So the weekend begins. For me, since I usually work on the weekends, they aren’t such a big deal. Except I have two days off in a row (such luxury! All I have to do is clean house and do homework) and a story in my head talking to me. Or rather, in this tale’s case, talking, while I listen. I’m still trying to stem off the flow on this one. I will begin as soon as finals are over, but before, I need to study. Why are the stories always loudest when we least need them to be? And inversely, they fall silent when there is nothing to do but stare at the blank page or blinking cursor. Frustrations and annoyances.
Yet still I write. So why write? Because ever since I was perhaps ten, I have been telling myself stories at times I couldn’t have a book in my hands. I started to write them on paper much later (from a child’s POV) because I hated physically writing up until I was 14. Mom had to stand over me with a whip and a chair (kidding, kidding!) to get me to put more than two sentences on paper. It wasn’t until I had an English teacher not-my-mother who coaxed a story out of me that I discovered the wonder there is in penning a tale.
But somewhere in the next few years it all went askew, and I wound up writing poetry until I was married and a mother. Then the stories became the thing, although the poetry still kept persisting (against my will, you understand, and rarely shared. Most of it is beyond bad). I don’t believe I ever finished a full story, though. I just wrote beginnings, and genealogies, and maps, and…
It wasn’t until just a couple of years ago that I discovered why I couldn’t finish a story (beyond sheer immaturity, because I know that was part of it). I was outlining and plotting too much on paper. Essentially, by laying out those bare bones, my mind was satisfied, and the tale was told, and my muse said “Oooh! Shiny!” and went on to another project. So it isn’t that I want to be a pantser, it’s that I have to be one. Although with Trickster Noir I learned that I could plot ahead a bit, to keep the tale on track, but not too much.
The other thing I learned about myself during the writing of Trickster (which is now available for purchase, by the way!) is that if I sit down and pound out words, with a set deadline, and few interruptions, I am capable of a prodigious wordcount in relatively little time.
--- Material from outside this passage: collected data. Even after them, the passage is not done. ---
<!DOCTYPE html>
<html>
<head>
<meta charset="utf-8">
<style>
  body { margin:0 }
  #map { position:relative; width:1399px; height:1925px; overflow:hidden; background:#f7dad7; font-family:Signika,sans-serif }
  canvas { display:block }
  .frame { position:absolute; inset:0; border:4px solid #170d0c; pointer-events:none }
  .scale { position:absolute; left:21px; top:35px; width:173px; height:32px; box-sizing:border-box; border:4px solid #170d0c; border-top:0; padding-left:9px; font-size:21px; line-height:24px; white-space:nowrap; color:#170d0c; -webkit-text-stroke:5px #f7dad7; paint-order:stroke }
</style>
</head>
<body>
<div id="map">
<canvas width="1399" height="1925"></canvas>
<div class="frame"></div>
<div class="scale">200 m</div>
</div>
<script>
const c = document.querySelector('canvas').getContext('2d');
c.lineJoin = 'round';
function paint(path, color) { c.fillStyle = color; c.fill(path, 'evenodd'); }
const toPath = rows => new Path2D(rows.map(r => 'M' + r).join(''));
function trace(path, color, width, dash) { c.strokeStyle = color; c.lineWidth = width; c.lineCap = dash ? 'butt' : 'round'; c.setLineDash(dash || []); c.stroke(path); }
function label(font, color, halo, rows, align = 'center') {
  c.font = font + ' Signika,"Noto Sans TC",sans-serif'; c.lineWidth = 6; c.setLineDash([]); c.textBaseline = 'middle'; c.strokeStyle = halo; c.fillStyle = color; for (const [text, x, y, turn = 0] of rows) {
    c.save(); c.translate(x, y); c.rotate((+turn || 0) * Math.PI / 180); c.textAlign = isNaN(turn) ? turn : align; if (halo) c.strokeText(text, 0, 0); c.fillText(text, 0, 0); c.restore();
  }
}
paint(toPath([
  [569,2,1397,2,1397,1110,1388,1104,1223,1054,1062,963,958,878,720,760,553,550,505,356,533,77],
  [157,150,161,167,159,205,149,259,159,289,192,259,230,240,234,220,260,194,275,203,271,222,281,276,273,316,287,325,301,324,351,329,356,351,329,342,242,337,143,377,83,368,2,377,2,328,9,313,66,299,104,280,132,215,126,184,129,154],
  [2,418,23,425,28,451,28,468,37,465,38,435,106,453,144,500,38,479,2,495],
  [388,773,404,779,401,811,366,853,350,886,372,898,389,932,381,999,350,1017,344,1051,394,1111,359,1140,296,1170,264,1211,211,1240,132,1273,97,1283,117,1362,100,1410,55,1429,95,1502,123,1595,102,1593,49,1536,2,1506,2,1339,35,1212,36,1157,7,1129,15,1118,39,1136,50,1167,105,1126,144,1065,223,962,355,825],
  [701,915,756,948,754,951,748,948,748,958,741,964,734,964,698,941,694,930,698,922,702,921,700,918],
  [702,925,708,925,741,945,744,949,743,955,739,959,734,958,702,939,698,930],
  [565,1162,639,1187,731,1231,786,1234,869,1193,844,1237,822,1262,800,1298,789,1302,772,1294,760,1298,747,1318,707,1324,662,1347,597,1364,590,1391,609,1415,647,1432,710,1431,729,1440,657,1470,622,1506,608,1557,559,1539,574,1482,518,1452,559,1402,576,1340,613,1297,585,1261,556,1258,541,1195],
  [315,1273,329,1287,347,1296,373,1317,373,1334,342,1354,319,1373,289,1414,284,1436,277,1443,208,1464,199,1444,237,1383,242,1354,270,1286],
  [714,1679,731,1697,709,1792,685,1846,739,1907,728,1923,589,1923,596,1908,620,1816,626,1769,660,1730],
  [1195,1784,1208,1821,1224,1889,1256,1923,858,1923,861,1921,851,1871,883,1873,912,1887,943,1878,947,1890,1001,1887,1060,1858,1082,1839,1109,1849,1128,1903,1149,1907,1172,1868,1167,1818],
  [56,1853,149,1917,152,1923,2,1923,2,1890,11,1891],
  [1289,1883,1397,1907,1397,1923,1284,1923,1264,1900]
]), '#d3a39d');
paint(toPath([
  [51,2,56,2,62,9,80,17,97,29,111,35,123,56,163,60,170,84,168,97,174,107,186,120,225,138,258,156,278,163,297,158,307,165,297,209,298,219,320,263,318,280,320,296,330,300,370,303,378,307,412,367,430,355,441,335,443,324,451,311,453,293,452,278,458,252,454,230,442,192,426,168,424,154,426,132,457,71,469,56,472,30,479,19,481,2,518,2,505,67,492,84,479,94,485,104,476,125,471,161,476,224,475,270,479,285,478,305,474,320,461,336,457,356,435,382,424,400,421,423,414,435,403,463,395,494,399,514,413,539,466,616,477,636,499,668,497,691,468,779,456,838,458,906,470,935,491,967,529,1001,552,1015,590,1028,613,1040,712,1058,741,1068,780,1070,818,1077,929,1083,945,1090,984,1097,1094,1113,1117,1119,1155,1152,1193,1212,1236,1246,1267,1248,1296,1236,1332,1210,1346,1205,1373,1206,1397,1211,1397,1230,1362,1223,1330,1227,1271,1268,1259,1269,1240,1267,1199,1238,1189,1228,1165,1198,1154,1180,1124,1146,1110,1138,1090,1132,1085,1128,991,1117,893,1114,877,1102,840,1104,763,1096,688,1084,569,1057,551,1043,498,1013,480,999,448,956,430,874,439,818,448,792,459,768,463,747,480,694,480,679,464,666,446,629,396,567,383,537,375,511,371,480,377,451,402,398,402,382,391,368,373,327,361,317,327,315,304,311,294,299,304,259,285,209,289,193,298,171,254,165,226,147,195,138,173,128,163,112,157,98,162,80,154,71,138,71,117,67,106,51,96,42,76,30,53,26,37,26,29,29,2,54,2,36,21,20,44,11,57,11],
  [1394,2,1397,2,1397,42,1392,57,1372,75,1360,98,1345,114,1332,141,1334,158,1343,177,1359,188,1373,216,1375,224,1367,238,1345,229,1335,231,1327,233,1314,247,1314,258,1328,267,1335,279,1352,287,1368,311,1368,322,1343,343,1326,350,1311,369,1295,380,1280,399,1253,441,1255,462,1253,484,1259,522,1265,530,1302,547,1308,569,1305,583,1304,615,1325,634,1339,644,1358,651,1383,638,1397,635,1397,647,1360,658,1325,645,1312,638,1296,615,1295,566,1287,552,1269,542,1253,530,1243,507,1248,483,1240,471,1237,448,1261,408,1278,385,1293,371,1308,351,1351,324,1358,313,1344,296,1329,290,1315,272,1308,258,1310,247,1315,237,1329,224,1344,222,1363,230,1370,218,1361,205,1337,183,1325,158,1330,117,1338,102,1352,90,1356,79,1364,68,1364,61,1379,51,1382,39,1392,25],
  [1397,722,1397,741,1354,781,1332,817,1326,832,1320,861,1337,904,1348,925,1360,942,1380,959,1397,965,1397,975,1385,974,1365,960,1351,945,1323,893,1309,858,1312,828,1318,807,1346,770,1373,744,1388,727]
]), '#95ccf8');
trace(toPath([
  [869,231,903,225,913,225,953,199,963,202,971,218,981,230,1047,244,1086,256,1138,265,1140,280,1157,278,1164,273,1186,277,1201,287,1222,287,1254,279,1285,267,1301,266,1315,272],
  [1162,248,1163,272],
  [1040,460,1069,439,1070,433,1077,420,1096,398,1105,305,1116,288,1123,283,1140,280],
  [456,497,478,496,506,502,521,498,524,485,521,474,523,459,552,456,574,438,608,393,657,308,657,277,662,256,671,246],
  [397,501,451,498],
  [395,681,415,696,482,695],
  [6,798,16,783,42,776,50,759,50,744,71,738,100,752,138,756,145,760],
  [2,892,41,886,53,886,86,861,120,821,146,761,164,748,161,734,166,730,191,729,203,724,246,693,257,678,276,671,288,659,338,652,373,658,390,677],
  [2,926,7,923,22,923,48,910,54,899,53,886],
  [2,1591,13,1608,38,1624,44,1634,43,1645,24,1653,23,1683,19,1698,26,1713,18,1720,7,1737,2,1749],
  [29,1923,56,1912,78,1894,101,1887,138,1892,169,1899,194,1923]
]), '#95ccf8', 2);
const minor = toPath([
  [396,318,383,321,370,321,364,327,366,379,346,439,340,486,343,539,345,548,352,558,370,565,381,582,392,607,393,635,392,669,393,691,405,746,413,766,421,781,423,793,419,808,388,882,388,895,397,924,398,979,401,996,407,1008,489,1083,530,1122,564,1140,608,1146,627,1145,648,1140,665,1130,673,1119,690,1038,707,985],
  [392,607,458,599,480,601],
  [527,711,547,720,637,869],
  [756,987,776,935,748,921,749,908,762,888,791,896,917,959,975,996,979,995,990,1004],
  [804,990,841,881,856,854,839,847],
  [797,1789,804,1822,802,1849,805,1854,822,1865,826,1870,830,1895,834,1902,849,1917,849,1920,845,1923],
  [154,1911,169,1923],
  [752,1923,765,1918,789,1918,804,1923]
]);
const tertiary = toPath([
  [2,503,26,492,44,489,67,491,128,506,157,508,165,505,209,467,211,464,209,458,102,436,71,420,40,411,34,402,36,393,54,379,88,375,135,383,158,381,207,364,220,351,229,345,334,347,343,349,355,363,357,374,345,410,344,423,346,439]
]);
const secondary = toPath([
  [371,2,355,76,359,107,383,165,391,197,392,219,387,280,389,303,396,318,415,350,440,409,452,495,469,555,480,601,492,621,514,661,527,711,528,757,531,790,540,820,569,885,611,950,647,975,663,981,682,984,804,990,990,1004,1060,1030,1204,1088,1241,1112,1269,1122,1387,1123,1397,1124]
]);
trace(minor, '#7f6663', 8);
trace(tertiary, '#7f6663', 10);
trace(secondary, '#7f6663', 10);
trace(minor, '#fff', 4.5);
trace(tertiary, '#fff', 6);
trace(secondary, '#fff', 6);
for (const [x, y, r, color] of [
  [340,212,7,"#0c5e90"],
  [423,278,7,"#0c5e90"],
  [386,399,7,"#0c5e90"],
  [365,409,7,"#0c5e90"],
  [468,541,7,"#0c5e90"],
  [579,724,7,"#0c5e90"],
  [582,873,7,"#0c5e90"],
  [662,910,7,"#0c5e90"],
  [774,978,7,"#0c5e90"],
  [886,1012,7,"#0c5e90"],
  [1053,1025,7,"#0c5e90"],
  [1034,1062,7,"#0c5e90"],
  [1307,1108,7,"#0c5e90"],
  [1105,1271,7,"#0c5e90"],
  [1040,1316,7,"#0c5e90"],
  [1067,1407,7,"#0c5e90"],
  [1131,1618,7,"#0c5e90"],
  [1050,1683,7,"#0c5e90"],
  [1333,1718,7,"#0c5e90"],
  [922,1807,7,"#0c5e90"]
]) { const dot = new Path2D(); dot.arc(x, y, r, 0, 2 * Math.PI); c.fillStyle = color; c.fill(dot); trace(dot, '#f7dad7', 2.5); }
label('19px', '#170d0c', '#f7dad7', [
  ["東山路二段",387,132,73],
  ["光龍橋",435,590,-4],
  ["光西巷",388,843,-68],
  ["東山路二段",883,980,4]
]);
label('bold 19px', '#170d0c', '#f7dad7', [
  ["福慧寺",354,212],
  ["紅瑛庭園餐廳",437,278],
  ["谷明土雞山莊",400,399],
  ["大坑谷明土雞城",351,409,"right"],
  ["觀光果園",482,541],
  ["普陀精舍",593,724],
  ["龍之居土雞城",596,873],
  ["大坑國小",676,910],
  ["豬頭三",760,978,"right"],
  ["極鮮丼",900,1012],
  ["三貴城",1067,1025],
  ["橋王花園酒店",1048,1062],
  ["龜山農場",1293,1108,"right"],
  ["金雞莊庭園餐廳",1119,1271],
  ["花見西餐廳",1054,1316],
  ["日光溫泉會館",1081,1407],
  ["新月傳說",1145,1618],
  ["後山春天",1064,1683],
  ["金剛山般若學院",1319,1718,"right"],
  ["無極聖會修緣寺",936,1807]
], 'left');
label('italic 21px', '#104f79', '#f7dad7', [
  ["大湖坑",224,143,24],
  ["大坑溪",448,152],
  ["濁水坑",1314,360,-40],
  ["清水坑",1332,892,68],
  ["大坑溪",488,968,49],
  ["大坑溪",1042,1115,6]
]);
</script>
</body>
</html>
I know there are others who can write faster and more copiously, but the thing is, it’s only been a little over a year since my first novel was published, and three years since I began writing it. When I started on Vulcan’s Kittens I didn’t think I could ever write anything longer than 10K words. Putting out just under 100K in six weeks was… a revelation to myself.
I’m about to do it again. I have from May 16 to June 30 to write The God’s Wolfling. Ok, until June 27, so I have time to go to LibertyCon. So if you see me at the con and I seem a bit frayed about the edges and dreamy-eyed, that’s what it is. Post-partum euphoria. I’m not shooting for 100K for this book, that would be too long when the first one is less than 60K. But I’d like to hit at least 70K in this six-week period.
I’m already reading back through the first book, making notes (I did look, and there is no Android app for Scrivener. Since I use my tablet when I am at school or away from home to make the notes, I’m using Evernote for now. At home I get distracted too easily from it). So that’s the state of this writer. In need of coffee, and to attend to her list, but first I had a duty to my readers. It’s an odd thing, but you all keep me in line, some days. If I can’t help writing, it’s nice to know I have an audience and that’s not a wasted effort.